I have seen on this board that can come from faulty formulae (not the case since it works in Excel) or non-standard characters in cell references (shouldn't be the case as the only non-standard character used in sheet naming are spaces). ANy other reasons possible ?

You may also have noticed a number of issues and threads regarding problems with formulae that include references to other worksheets, or nested function calls. The latest version of Calculation.php in the SVN repository fixes these.

Jan 6, 2011 at 8:45 AM

Hi Mark

Thanks for the extra info.

Am 'starting' to see how this works.

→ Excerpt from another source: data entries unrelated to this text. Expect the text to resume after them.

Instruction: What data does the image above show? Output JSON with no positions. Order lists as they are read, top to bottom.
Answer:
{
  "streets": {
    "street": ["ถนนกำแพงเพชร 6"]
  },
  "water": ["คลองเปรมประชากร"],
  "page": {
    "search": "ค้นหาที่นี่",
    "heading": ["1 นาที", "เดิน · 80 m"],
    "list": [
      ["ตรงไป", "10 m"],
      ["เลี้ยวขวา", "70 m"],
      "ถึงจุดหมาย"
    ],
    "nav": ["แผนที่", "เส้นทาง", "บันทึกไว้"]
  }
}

LONG way to go !

Am downloading Wednesday's version...

I actually installed using PEAR. Is there a simple way to upgrade to this latest version using PEAR

 

Thanks

 

Jason

Jan 7, 2011 at 4:02 PM

@clipclipmusic

To enable the cache Mark is talking about add theese lines after require/include the PHPExcel library:

// Initiate cache
$cacheMethod = PHPExcel_CachedObjectStorageFactory::cache_to_phpTemp;
$cacheSettings = array( 'memoryCacheSize' => '32MB');
PHPExcel_Settings::setCacheStorageMethod($cacheMethod, $cacheSettings);

Regards,

Kim Steinhaug, kim@steinhaug.com, www.easywebshop.no

Coordinator
Jan 7, 2011 at 8:57 PM
clipclicmusic wrote:

I actually installed using PEAR. Is there a simple way to upgrade to this latest version using PEAR

 There is no simple way to upgrade to the latest SVN code, or to update individual files using PEAR. The PEAR build is only created as part of the automated process when we do a full production release.

Jan 8, 2011 at 3:52 AM
Thanks !

On 07/01/2011 21:02, kimss wrote:

From: kimss

@clipclipmusic

To enable the cache Mark is talking about add theese lines after require/include the PHPExcel library:

// Initiate cache
$cacheMethod = PHPExcel_CachedObjectStorageFactory::cache_to_phpTemp;
$cacheSettings = array( 'memoryCacheSize' => '32MB');
PHPExcel_Settings::setCacheStorageMethod($cacheMethod, $cacheSettings);

Regards,

Kim Steinhaug, kim@steinhaug.com, www.easywebshop.no

Jan 8, 2011 at 2:22 PM
Hi Mark

OK. I installed a second copy. I should really have done that from the off.
Good advice for novices " install the stable version using PEAR (easy as pie)
THen download the unstable versions and simply install them in a directory on the webserver.

Switch the script from one to the other by changing the include path
Also, make sure the relative path to the 'webserver' version is NOT 'PHPExcel/PHPExcel' !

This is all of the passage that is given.